Buffalo (5-3) at Cincinnati (7-1), Sunday Night Football, 8:20 p.m. ET, NBC
Thanks to Joe Burrow's apparent return to health, the luster this game took on when scheduled is restored. Or is it? Now it is Buffalo QB Josh Allen's turn to manage an injury as he missed practice Wednesday with a shoulder issue.
(Update: Ian Rappoport reported that Allen participated fully in Friday's practice and is expected to play)
The Bengals' offense looked crisp, efficient and balanced in dismantling San Francisco's defense in their 31-17 road win last week. This week the Bengals take on a Buffalo defense second in the NFL in sacks, and still playing well despite the loss to injury of Pro Bowl-caliber players at each level of the unit. A key for Buffalo will be containing Cincinnati wideout Ja'Marr Chase, who is looking unstoppable (four TDs in the last three games).
Despite an up-and-down stretch of its own in recent weeks, Buffalo boasts the league's No. 2 passing offense. The receiving trio of Stefon Diggs, Gabe Davis, and rookie tight end Dalton Kincaid is as good as any. But the Bills' running game was mostly dormant in earlier games, especially in losses. With the quarterback's health a question mark, James Cook and the Bills' ground attack need to step up to keep Allen from facing a lot of obvious passing situations.
A concern for the Cincinnati defense is the health of end Trey Hendrickson, who injured his foot in the 49ers game and was limited in practice this week.
We are buying into the narrative that Burrow is fully (or almost fully) healthy. When he is physically right, Joe Burrow is elite, and so is the Bengals' offense. Cincinnati 31, Buffalo 28.
Los Angeles Chargers (3-4) at New York Jets (4-3), Monday Night Football, 8:15 p.m. ET, ESPN
This game features one of the NFL's most lethal passing attacks against one of the league's stingiest pass defenses.
The Jets' defense is tough to throw against. Their strength is a top-tier secondary that shuts down opposing offenses despite not having a grea pass rush — 17 sacks on the year — in front of them. Perhaps the premier individual matchup will be Chargers' WR Keenan Allen against the Jets' outstanding corner Sauce Gardner. Chargers QB Justin Herbert threw for three scores against a suspect Chicago secondary; he will find the going much tougher against the Jets' back end.

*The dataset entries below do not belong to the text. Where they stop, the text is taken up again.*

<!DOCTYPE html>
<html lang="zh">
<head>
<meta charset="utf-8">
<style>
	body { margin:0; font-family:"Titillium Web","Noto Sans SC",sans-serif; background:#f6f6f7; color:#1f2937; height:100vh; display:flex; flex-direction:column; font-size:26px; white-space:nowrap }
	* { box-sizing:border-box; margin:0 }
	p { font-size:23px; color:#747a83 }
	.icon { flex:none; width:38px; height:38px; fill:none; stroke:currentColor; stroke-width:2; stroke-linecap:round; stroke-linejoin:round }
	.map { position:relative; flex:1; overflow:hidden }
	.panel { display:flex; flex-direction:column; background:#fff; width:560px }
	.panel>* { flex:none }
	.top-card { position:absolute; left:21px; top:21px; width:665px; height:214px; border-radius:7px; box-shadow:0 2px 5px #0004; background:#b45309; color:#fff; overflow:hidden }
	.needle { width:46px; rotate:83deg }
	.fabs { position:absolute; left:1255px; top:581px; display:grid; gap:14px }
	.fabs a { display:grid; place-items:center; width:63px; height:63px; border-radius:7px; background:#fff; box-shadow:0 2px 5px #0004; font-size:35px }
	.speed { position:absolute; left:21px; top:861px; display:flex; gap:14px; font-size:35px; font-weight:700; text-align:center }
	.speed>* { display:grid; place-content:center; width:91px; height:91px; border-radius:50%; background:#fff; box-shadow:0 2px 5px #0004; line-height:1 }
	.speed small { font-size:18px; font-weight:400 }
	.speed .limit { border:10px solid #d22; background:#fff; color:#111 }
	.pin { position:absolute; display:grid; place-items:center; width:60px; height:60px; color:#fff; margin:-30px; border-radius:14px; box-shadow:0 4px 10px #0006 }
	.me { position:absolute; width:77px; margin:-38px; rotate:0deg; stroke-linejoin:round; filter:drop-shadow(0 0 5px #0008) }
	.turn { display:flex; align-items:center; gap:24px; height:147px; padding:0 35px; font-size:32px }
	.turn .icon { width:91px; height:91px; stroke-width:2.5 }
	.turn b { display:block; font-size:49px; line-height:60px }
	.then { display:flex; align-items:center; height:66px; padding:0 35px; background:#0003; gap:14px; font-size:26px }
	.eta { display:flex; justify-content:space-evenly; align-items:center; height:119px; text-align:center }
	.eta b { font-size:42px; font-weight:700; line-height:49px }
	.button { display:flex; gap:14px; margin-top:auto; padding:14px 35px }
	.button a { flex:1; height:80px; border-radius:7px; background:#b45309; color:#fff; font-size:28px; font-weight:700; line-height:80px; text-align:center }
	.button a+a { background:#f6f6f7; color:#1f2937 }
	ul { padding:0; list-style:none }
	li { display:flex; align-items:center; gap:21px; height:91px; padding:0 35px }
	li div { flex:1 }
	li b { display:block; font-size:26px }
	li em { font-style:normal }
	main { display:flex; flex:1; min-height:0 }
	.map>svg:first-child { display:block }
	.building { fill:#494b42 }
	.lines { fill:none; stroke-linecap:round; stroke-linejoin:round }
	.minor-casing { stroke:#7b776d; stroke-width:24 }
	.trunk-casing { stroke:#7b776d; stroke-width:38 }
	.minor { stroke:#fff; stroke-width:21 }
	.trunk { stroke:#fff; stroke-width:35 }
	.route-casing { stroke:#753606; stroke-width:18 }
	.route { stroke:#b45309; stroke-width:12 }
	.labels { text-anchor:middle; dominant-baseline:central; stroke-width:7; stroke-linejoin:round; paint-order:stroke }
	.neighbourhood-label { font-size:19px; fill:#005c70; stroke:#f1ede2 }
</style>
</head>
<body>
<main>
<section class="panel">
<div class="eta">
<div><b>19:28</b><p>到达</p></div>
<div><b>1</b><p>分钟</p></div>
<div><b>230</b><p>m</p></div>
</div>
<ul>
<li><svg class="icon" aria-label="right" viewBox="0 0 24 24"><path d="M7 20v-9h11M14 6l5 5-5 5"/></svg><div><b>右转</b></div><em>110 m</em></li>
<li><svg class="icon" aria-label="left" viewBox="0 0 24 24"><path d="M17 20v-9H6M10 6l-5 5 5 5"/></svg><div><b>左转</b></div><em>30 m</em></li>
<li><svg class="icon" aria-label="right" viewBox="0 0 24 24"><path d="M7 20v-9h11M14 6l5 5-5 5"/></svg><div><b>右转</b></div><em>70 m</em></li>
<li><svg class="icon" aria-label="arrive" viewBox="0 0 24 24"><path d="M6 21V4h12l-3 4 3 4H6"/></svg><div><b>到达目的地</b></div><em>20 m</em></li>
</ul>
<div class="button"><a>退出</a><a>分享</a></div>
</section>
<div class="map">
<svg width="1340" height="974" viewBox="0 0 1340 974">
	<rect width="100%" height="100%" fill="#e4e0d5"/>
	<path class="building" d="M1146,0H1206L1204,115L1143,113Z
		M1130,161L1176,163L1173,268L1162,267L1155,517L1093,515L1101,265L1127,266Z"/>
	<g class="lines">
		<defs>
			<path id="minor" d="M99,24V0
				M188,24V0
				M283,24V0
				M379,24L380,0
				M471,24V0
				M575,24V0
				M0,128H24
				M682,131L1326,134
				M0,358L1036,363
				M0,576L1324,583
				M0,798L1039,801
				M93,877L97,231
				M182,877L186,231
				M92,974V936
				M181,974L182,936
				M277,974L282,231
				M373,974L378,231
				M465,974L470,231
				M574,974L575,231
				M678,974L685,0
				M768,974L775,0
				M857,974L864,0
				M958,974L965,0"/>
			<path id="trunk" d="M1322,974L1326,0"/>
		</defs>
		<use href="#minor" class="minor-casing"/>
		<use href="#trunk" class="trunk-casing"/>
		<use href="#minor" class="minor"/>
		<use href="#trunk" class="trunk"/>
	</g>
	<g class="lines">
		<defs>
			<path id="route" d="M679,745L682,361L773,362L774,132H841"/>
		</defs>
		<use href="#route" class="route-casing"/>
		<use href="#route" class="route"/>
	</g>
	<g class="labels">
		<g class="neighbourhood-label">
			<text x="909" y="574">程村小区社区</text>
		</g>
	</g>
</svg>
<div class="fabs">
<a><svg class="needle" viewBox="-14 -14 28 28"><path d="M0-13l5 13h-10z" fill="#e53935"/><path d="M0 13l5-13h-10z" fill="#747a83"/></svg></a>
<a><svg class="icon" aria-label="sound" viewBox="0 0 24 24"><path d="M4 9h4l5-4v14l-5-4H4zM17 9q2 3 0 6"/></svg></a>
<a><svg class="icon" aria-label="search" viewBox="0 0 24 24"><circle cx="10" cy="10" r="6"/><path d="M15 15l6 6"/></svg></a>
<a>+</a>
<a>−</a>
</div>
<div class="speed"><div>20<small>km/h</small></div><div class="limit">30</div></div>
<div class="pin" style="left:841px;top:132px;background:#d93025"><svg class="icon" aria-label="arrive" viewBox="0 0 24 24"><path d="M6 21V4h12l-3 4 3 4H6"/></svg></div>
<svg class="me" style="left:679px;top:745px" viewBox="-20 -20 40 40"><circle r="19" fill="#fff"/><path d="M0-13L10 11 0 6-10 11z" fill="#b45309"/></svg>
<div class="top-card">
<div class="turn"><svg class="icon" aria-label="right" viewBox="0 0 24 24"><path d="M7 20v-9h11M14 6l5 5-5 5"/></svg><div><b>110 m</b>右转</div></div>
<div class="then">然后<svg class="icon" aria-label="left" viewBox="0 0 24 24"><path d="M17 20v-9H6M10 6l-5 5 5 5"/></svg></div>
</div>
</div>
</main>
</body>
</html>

Teams, however, run on New York with surprising success (144 yards per game). The problem for the Chargers is their ground game is as effective as a warning tag on a mattress, and we do not see LA suddenly springing Austin Ekeler on gashing runs. Ekeler, however, is a force as a receiver out of the backfield and will likely be utilized on short passes to help slow down New York's pass rush.
On the other side of the ball, it will be interesting to see whether Zach Wilson’s clutch play in the win over the Giants translates into more dynamic quarterbacking throughout a game. Maybe the Jets do not need to establish Breece Hall and their running attack after all. After a monster 177-yard day in Denver, Hall gained just 56 yards in the wins over Philadelphia and the Giants. The Jets' offensive line is in shambles, primarily because of injury.
Still, a productive ground game might help keep Chargers' defensive ends Khalil Mack and Joey Bosa on their heels and Herbert and the Chargers' potent offense tethered to the sidelines.
In recent weeks, the Jets find a way to win. To this point in the season, the Chargers find ways to lose. That pattern holds Monday night. New York 19, Los Angeles 17.